Albanian corpus dataset analysis using Apache Hadoop

Lipjan, Kosovo

Nowadays, we are dealing with a very large number of data that are generated from different fields such as medical, economic, socials, etc. Data analysis is one of the most important branches today. There are many companies that offers their services to store this voluminous data such as: Prolifics, Clairvoyant, IBM, HP Enterprise, Teradata, Oracle, SAP, EMC, Amazon, Microsoft, Google, VMware, Splunk, Alteryx[1], The growth of these data is continuing exponentially and as such has made it impossible to handle them by a traditional database system since it exceeds its capacity.

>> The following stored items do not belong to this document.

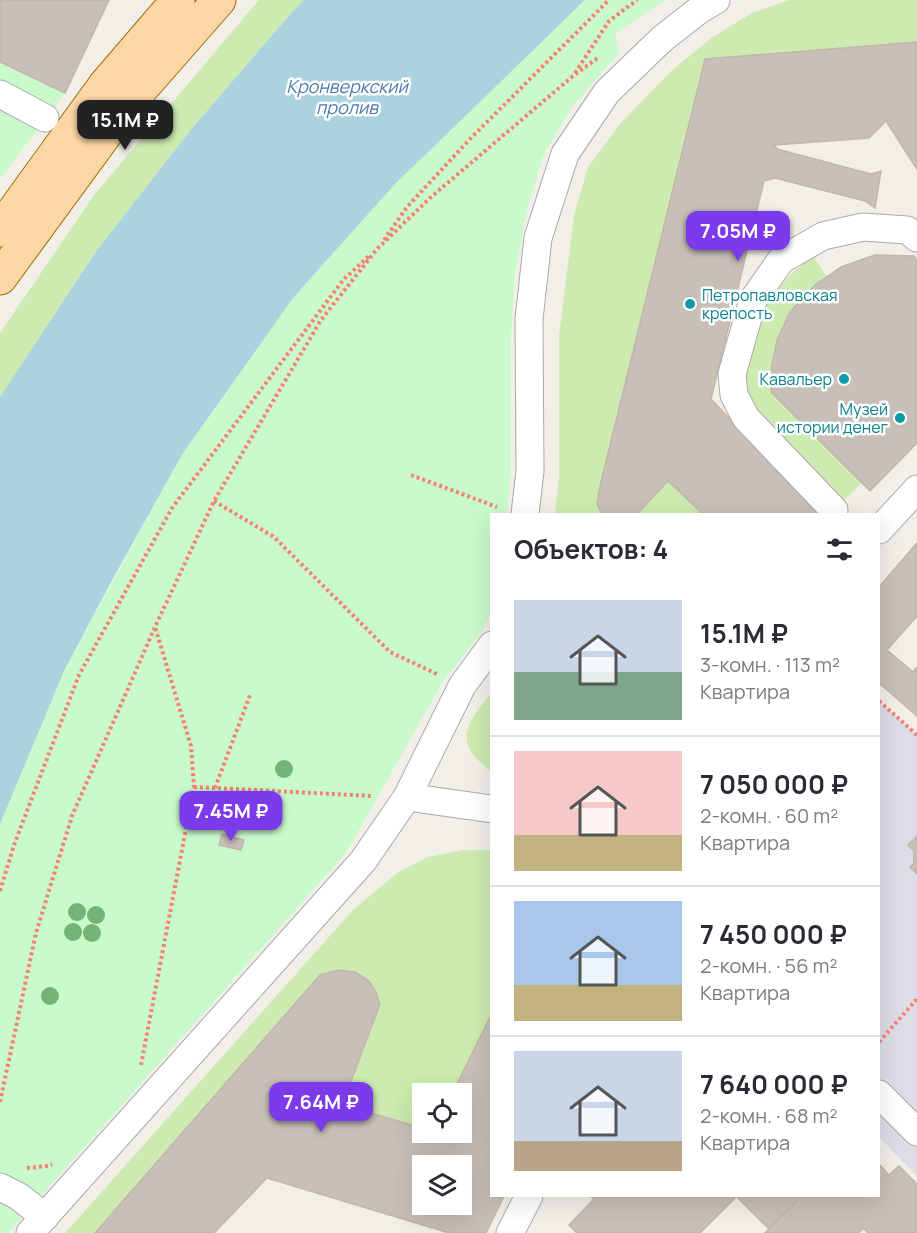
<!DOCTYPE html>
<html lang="ru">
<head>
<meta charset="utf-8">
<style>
  body { margin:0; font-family:Manrope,sans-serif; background:#f2f2f3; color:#2b2b33; height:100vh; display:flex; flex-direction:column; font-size:22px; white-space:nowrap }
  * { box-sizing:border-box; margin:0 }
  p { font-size:20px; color:#7c7c81 }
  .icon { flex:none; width:33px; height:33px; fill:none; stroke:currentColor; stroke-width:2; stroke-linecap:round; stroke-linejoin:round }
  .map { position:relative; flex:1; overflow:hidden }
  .side { position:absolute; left:490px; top:513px; width:390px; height:684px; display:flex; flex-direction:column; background:#fff; border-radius:0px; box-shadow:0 6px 24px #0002 }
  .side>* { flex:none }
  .fabs { position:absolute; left:412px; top:1083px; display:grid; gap:12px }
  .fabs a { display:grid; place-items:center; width:60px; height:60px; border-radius:0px; background:#fff; box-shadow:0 6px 24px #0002; font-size:30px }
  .price { position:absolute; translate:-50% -51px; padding:0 14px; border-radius:12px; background:#7c3aed; color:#fff; font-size:20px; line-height:39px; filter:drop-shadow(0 2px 3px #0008) }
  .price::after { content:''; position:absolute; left:50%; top:36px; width:18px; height:14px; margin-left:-9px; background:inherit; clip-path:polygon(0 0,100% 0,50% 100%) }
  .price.current { background:#222; color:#fff }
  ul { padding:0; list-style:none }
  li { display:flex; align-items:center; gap:18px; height:150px; padding:0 24px }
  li+li { border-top:2px solid #e1e1e2 }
  li span { display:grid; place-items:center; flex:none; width:168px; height:120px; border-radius:0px; color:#555 }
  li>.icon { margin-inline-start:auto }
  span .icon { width:72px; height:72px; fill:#fffc; stroke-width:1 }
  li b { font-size:26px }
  h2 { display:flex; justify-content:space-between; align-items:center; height:72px; padding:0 24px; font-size:26px }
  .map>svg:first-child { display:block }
  .grass { fill:#cdebb0 }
  .park { fill:#c8facc }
  .plaza { fill:#dddde8 }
  .water { fill:#aad3df }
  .building { fill:#c7bfb8; stroke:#c4b6ab; stroke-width:1.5; fill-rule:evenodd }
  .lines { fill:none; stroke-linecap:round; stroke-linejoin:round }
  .minor-casing { stroke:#a9a9a9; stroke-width:29 }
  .major-casing { stroke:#a06b00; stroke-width:35 }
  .path { stroke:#fa8072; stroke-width:4; stroke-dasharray:3 3; stroke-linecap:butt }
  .minor { stroke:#fff; stroke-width:27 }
  .major { stroke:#fcd6a4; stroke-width:33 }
  .tree { fill:#74b475 }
  .culture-dot { fill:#0f9aa8; stroke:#fff; stroke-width:2 }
  .labels { text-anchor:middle; stroke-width:5; stroke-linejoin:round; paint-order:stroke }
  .culture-label { font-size:16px; fill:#0d838f; stroke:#fff; text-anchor:end }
  .water-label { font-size:18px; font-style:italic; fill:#4a7aab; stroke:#fff }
</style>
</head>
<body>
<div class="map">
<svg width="917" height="1233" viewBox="0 0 917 1233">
  <rect width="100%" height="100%" fill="#f2efe9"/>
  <path class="grass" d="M259,0H304L293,11L193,127L97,250L0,397V333L94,195Z
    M789,0H917V42L705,59L600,486L597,504L602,514H555L559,476V336L574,215L588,167L620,124L670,72L710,39L752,13Z
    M813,256L827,277C784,306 773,341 771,392L862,483L844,500L759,414L748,396L745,374L751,342L768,302L789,276Z
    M668,481L703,514H637Z
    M492,692V772C451,742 466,725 492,692Z
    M463,850H492V1013L452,1093L423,1094V1128L342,1105L380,1004C370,971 352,966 320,975L95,1233H65L353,910L397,873L428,857Z"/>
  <path class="park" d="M585,0H665L615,34L619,53L572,107L543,156L528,206L515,273L511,336V471L507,514H492V611L482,631L442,683L346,853L8,1233H0V824L64,671L183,453L293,298L394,185Z
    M0,62L65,93L0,179Z"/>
  <path class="plaza" d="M879,701L917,735V1176L879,1137Z"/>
  <path class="water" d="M304,0H585L394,185L293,298L183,453L110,584L64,671L0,824V397L97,250L193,127L293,11Z"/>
  <path class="building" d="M0,0H109L65,93L0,62Z
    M917,42V169L886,121L869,138L774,145L777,149L871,174L881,171L875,208L865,201L775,178L764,181L711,399L820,514H703L668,481L637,514H602L597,504L600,486L705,59Z
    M875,255L914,256L917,260V443L870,491L771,392L772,365L777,340L790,312L815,285L841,267Z
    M917,543V616L887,650L913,672L917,667V716L879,683V587Z
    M222,834L244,840L241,850L219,845Z
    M917,836V874L910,867L914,863V851L908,845Z
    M339,970L355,972L369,981L376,992L380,1004L342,1105L423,1128V1132H462V1094H452L492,1013V1196H504L486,1233H449L267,1178L214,1233H95L320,975ZM423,1166H462V1204H423Z
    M879,1164L889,1175L899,1166L917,1184V1233H868L863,1228L859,1233H765L801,1196H879Z
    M590,1196H737L700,1233H577L569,1225L594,1199Z
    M736,1196H801L769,1229Z"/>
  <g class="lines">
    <defs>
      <path id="minor" d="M0,94L45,118
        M834,510L746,418L734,395L732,374L753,300L781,260L823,236L863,227L907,230L917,238
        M525,514L530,471L529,319L538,238L565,154L607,92L662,39L699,10L716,0
        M879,530L917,489
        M407,797L492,809
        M879,1094L917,1132
        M0,1187L18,1196L45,1217
        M30,1233L363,861L407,797L462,686L492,645
        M510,1233L529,1196"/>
      <path id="major" d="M0,230L105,85L178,0
        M0,278L126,106L219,0"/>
    </defs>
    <use href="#minor" class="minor-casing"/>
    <use href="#major" class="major-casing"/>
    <path class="path" d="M575,73L609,21L637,0
      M384,240L407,207L471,138L609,0
      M411,475L497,507
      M214,501L274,537L390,652L439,675
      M879,701L917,735
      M194,787L373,796
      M215,788L250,695
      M0,891L14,845L79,675L172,508L344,279L369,256
      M879,1042L917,999
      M141,1065L194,787L191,746L155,627
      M0,1102L36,933L72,816L155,627L214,501L321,320L377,249L431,197L573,76L599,57
      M27,1168L48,1166L52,1164"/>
    <use href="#minor" class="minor"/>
    <use href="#major" class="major"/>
  </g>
  <g class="tree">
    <circle cx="284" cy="769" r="9"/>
    <circle cx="77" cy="912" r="9"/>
    <circle cx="96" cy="915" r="9"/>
    <circle cx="73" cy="932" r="9"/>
    <circle cx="92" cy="933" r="9"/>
    <circle cx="50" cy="996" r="9"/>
  </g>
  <g class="culture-dot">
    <circle cx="690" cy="304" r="6"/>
    <circle cx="844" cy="379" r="6"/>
    <circle cx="900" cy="418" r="6"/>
  </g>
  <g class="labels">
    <g class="culture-label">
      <text x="702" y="301" text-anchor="start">Петропавловская<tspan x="702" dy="18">крепость</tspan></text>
      <text x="832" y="385">Кавальер</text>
      <text x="888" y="415">Музей<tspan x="888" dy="18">истории денег</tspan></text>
    </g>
    <g class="water-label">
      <text x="347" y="93">Кронверкский<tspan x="347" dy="21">пролив</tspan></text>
    </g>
  </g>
</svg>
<div class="fabs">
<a><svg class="icon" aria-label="locate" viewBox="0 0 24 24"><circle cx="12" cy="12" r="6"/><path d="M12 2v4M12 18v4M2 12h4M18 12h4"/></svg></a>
<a><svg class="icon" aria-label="layers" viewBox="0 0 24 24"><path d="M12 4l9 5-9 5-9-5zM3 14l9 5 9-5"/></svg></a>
</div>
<b class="price current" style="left:125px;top:151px">15.1M ₽</b>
<b class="price" style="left:738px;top:262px">7.05M ₽</b>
<b class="price" style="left:231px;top:842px">7.45M ₽</b>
<b class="price" style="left:321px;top:1133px">7.64M ₽</b>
<section class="side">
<h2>Объектов: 4<svg class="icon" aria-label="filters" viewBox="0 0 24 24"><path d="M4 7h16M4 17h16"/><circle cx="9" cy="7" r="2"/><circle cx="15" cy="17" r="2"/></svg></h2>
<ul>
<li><span style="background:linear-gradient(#c9d6e8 60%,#7fa58c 0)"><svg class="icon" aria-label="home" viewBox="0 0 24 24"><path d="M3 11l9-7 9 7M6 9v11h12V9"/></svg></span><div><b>15.1M ₽</b><p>3-комн. · 113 m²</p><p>Квартира</p></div></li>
<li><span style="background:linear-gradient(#f6c9c9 70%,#c2b280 0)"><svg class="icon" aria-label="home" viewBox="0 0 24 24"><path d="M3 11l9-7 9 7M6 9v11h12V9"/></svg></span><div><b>7 050 000 ₽</b><p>2-комн. · 60 m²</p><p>Квартира</p></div></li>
<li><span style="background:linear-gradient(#a9c7e8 70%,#c2b280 0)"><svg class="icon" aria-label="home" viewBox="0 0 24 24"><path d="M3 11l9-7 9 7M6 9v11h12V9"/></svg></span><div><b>7 450 000 ₽</b><p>2-комн. · 56 m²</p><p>Квартира</p></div></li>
<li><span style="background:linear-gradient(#c9d6e8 75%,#b9a48a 0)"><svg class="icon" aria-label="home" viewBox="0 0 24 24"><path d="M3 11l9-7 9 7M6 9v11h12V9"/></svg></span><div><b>7 640 000 ₽</b><p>2-комн. · 68 m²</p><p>Квартира</p></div></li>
</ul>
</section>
</div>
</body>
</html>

When we are talking about a large number of data also knows as Big Data, we are dealing with an increase from Gigabytes, TeraBytes, Peta Bytes, Zeta Bytes, and so on. Processing of data can incorporate multiple operations depending on usage like collecting, classifying, indexing, exploring, gather results, etc. The main problem has to do with the fact that no machine alone or a few machines can process such a large amount of data for a finite period of time. This paper presents an experimental work on big data problems using the Apaches Hadoop approach as a solution. The objective is to work with Hadoop with a glance focus on the MapReduce algorithm and analysis of a data set(Albanian Text Corpus) that will be created particularly for this case. The results gathered from this paper and several analyses show positive outcomes of the above approach to address such big data problems.